# Patching breathable waders



## gander311 (Dec 23, 2008)

Who has a suggestion for successful ways to patch breathable waders? I have a brand new pair of Frogg Toggs 4-in-1 breathables that I just wore today for the second time. Got home and realized my left left leg was damp. Upon inspection I found a tiny 1/8” snag in the waders.

Unfortunately I believe it’s my fault and I snagged them. But I’m pretty sick about $250 wadees leaking after two hunts, and am hoping I can make a salvageable patch. 

Any suggestions?


----------



## shaner (Nov 30, 2007)

All my breathables came with a repair kit, did yours not?


----------



## BPturkeys (Sep 13, 2007)

Tenacious Tape is excellent, this is absolutely great stuff!!! Works for repairs on everything from your waders to tents to sleeping bags...

Aquaseal+UV is Excellent

I've used both on waders. Both are cheap from Amazon


----------



## goosefreak (Aug 20, 2009)

Aquaseal it hands down the best patching adhesive for holes, using the patch kit etc.

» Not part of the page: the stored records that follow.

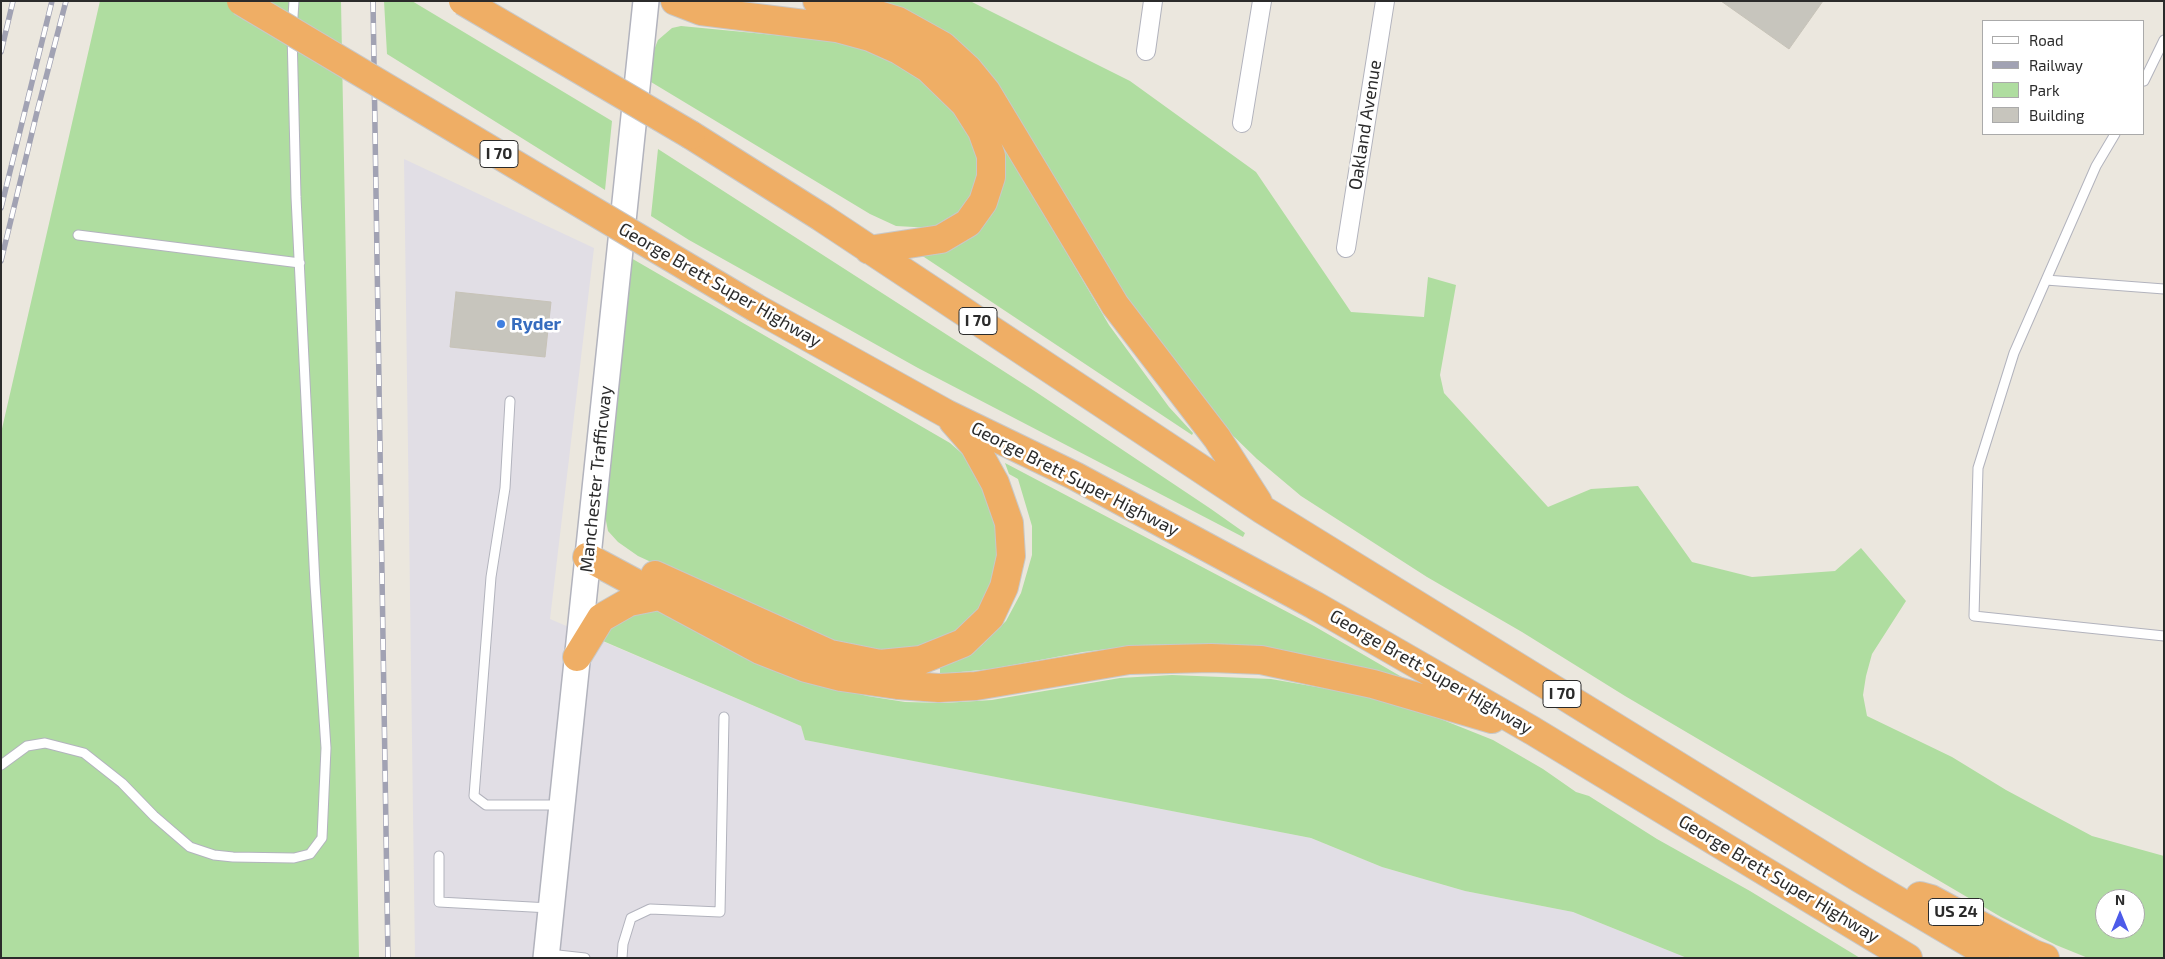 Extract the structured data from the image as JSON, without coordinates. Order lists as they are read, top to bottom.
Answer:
{
  "streets": {
    "highway": ["I 70", "George Brett Super Highway", "US 24"],
    "main road": ["Manchester Trafficway"],
    "street": ["Oakland Avenue"]
  },
  "crossings": [
    ["I 70", "US 24"]
  ],
  "places": ["Ryder"],
  "legend": [
    "Road",
    "Railway",
    "Park",
    "Building"
  ],
  "north": "top"
} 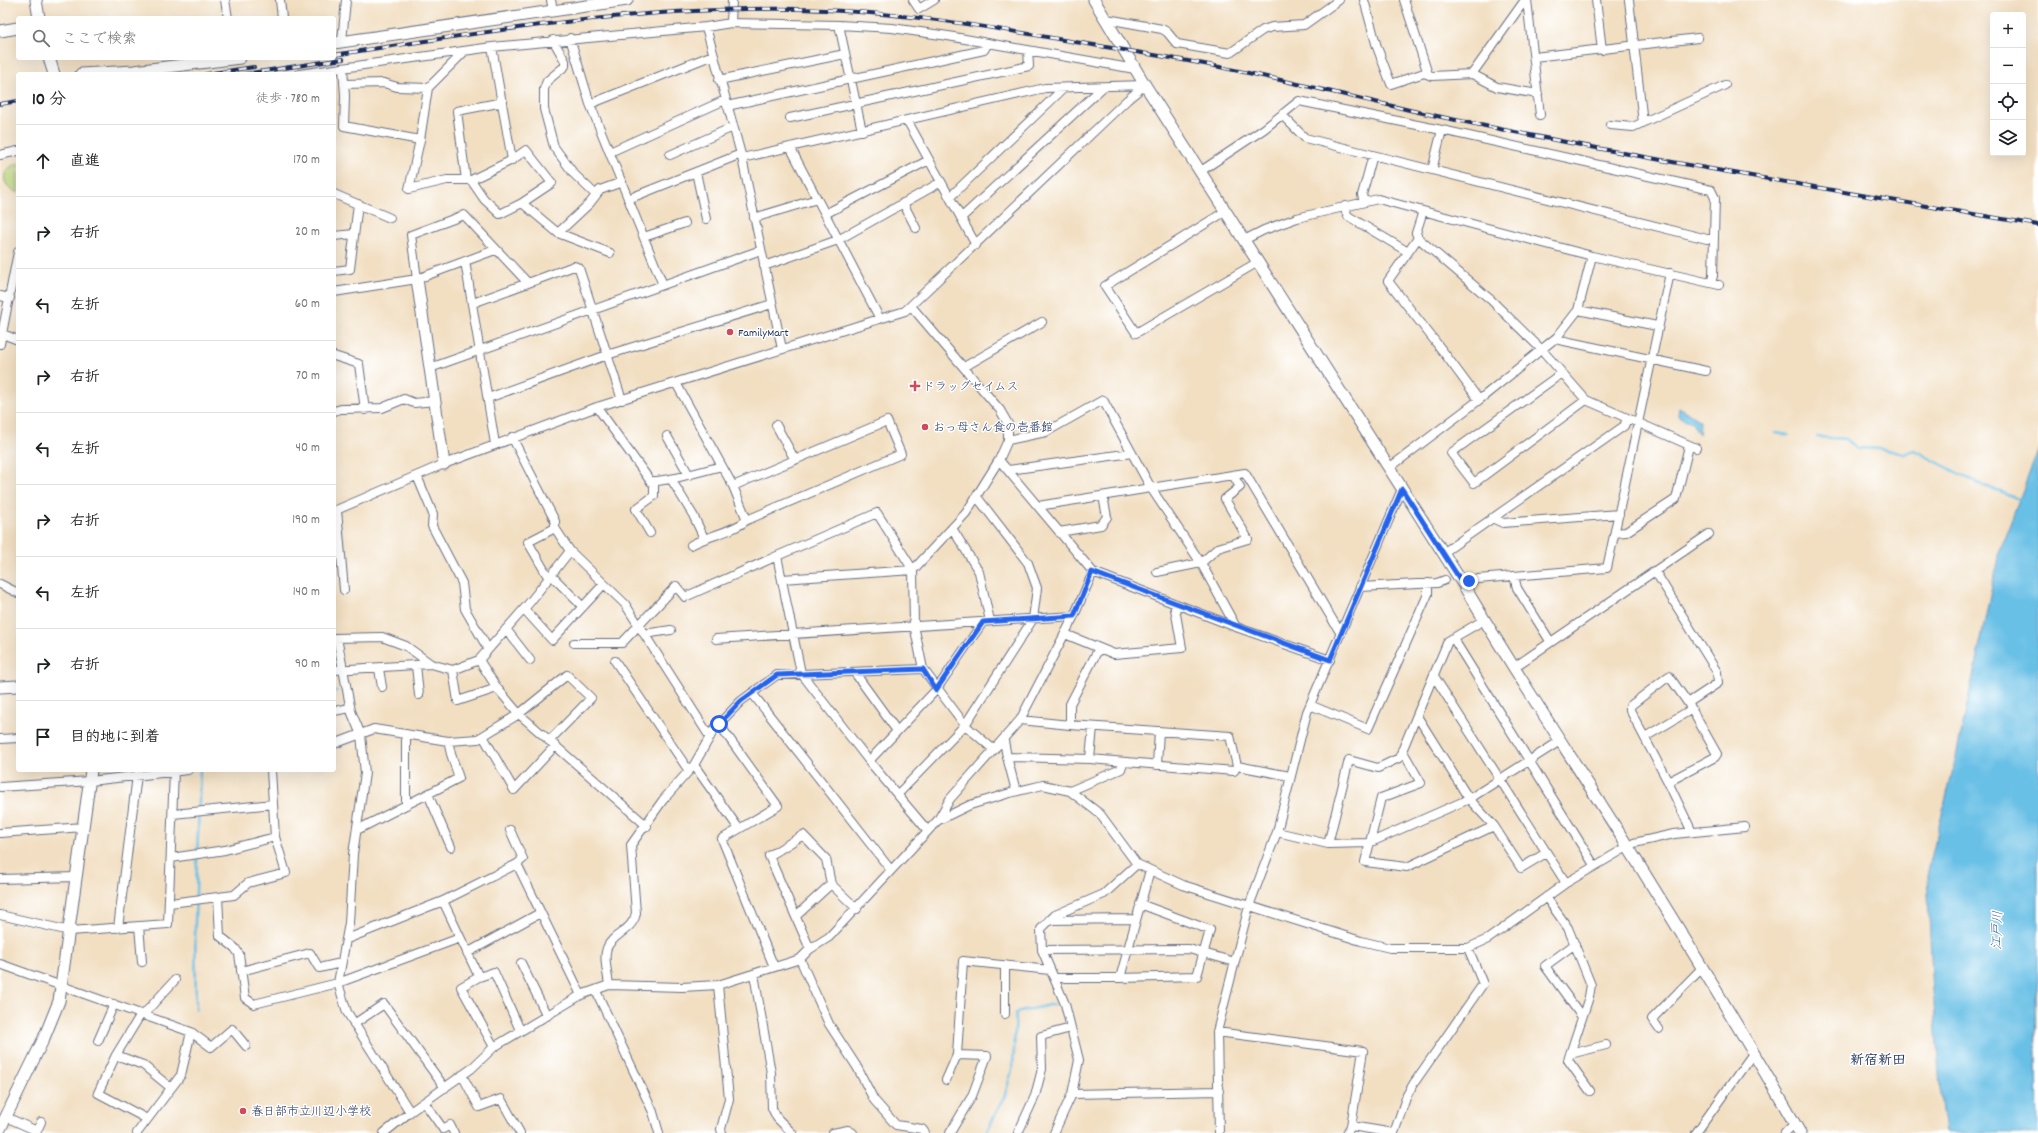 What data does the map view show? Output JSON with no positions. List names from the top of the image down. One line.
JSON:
{"districts":["新宿新田"],"water":["江戸川"],"places":{"other":["FamilyMart","おっ母さん食の壱番館","春日部市立川辺小学校"],"health":["ドラッグセイムス"]},"page":{"map_buttons":["+","−"],"search":"ここで検索","heading":["10 分","徒歩 · 780 m"],"list":[["直進","170 m"],["右折","20 m"],["左折","60 m"],["右折","70 m"],["左折","40 m"],["右折","190 m"],["左折","140 m"],["右折","90 m"],"目的地に到着"]}} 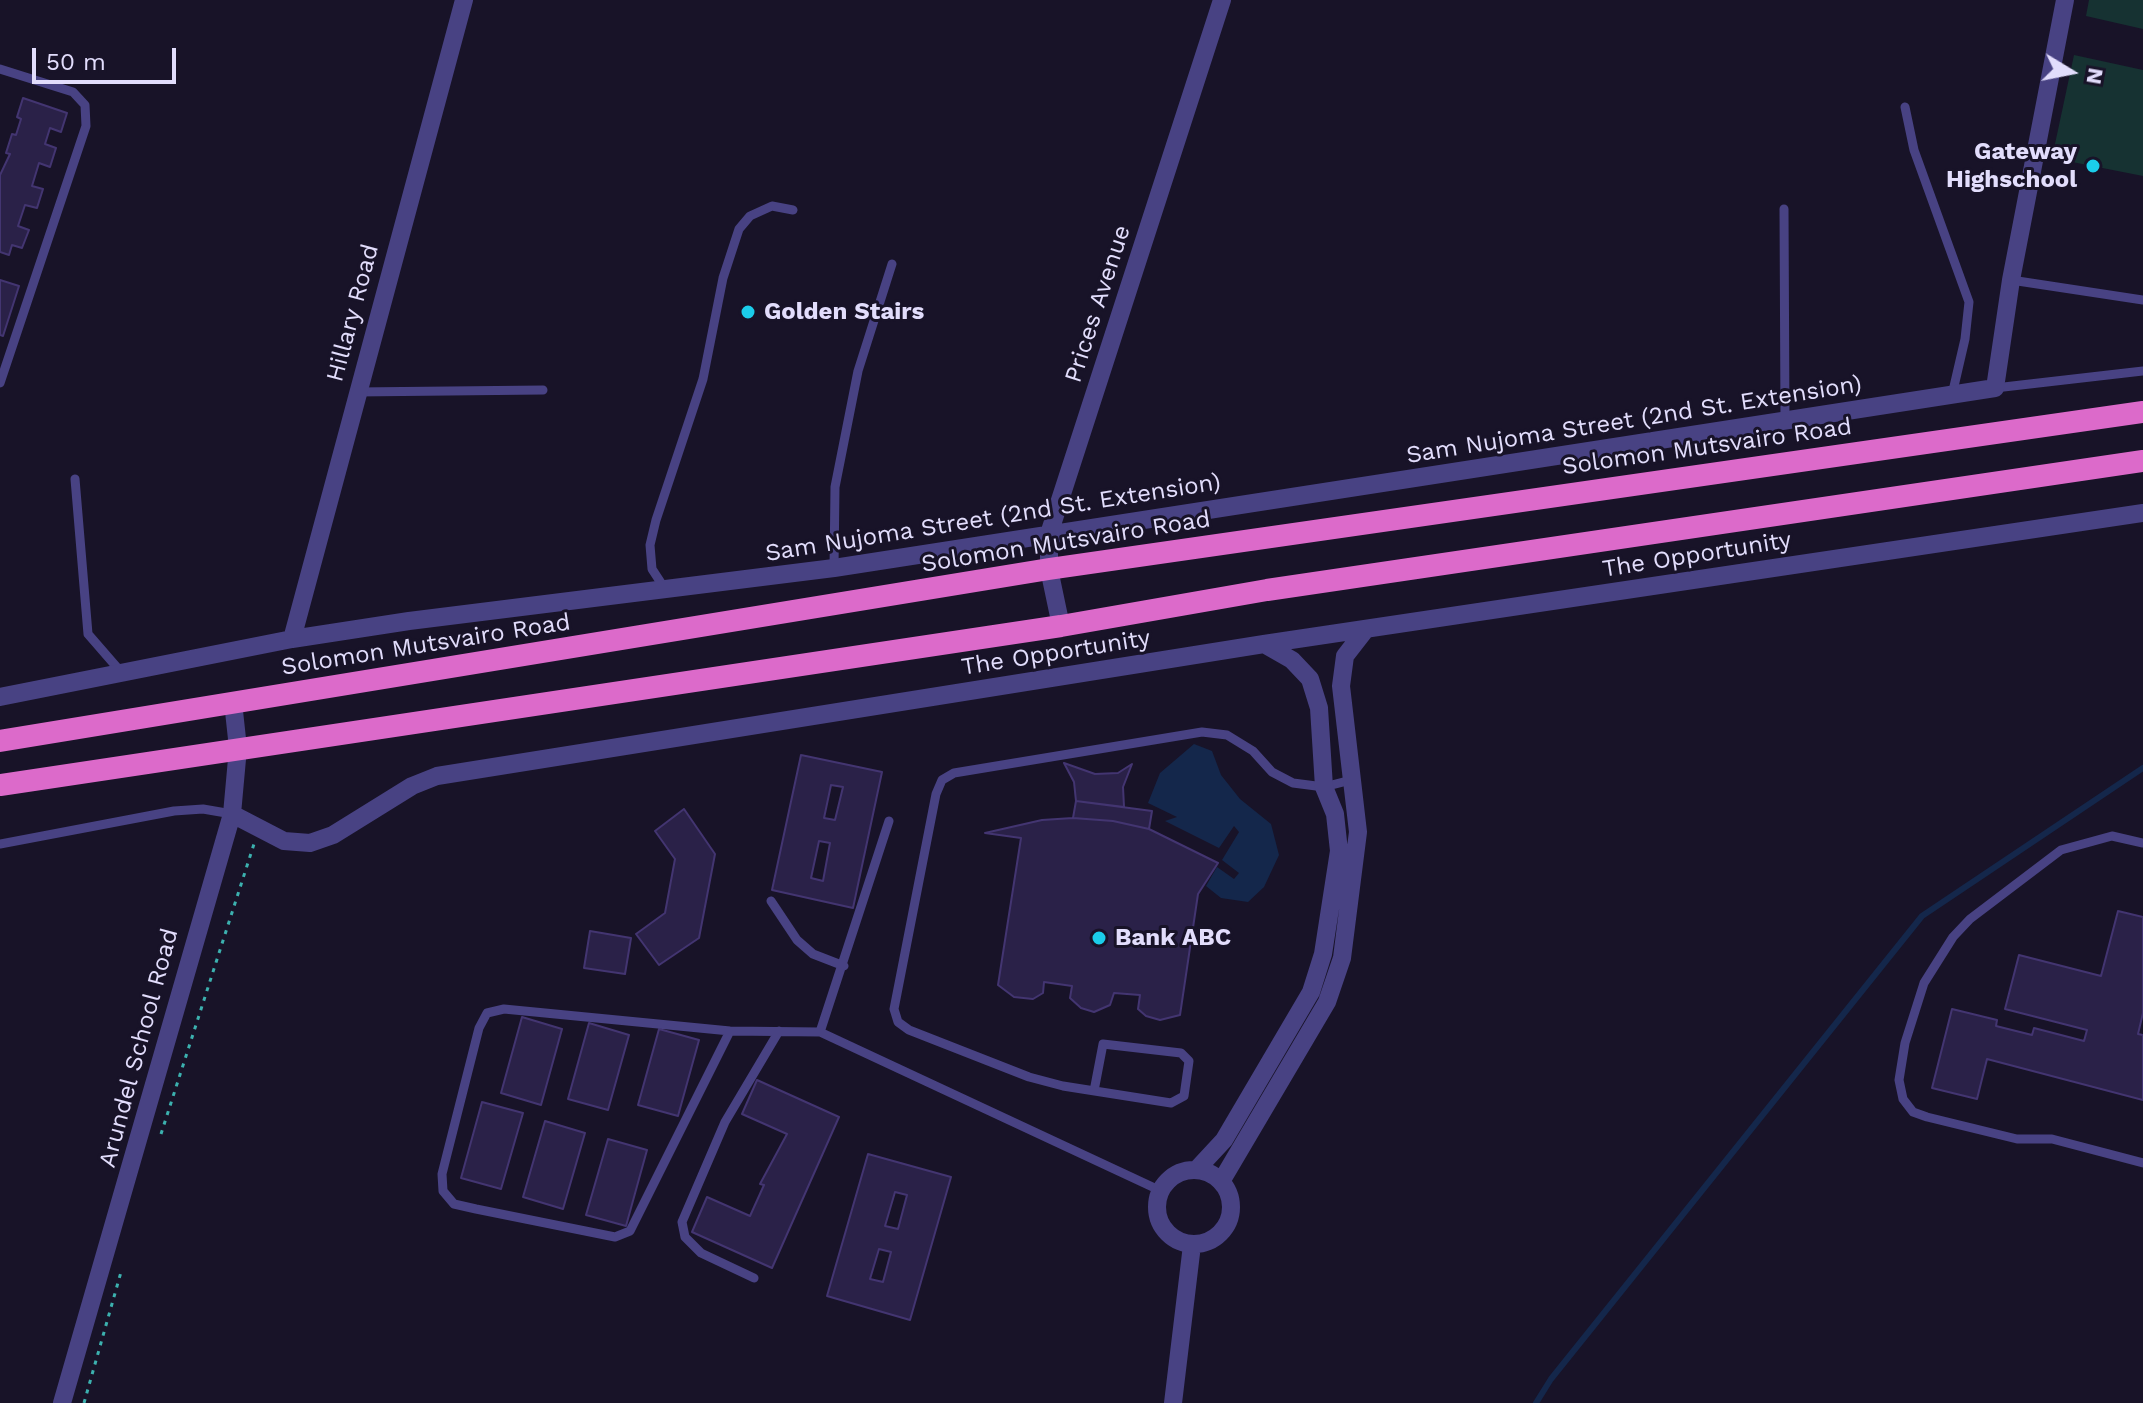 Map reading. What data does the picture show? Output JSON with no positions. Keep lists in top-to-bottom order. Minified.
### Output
{"streets":{"highway":["Solomon Mutsvairo Road"],"street":["Prices Avenue","Hillary Road","Sam Nujoma Street (2nd St. Extension)","The Opportunity","Arundel School Road"]},"crossings":[["Prices Avenue","Sam Nujoma Street (2nd St. Extension)"],["Prices Avenue","Solomon Mutsvairo Road"],["Hillary Road","Sam Nujoma Street (2nd St. Extension)"],["Solomon Mutsvairo Road","Arundel School Road"],["The Opportunity","Arundel School Road"]],"places":["Gateway Highschool","Golden Stairs","Bank ABC"],"scale_bar":"50 m","north":"right"}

I saw a thing on facebook yesterday of someone spraying the crotch of their waders with Flex seal so I looked into it, some people says it works good and some dont. I'll bet it would work on those areas you cant find but, if you have a known hole then Aquaseal


----------



## dubob (Sep 8, 2007)

goosefreak said:


> I saw a thing on facebook yesterday of someone spraying the crotch of their waders with Flex seal so I looked into it, some people says it works good and some dont.


I've been using Flex Seal (clear spray on) for 3 years. It has NEVER failed to seal a seam leak to date. Spray on seam inside and out. It will not leak again. Cuts, 3-corner tears, punctures - use Flex Seal tape. Apply on the inside if possible.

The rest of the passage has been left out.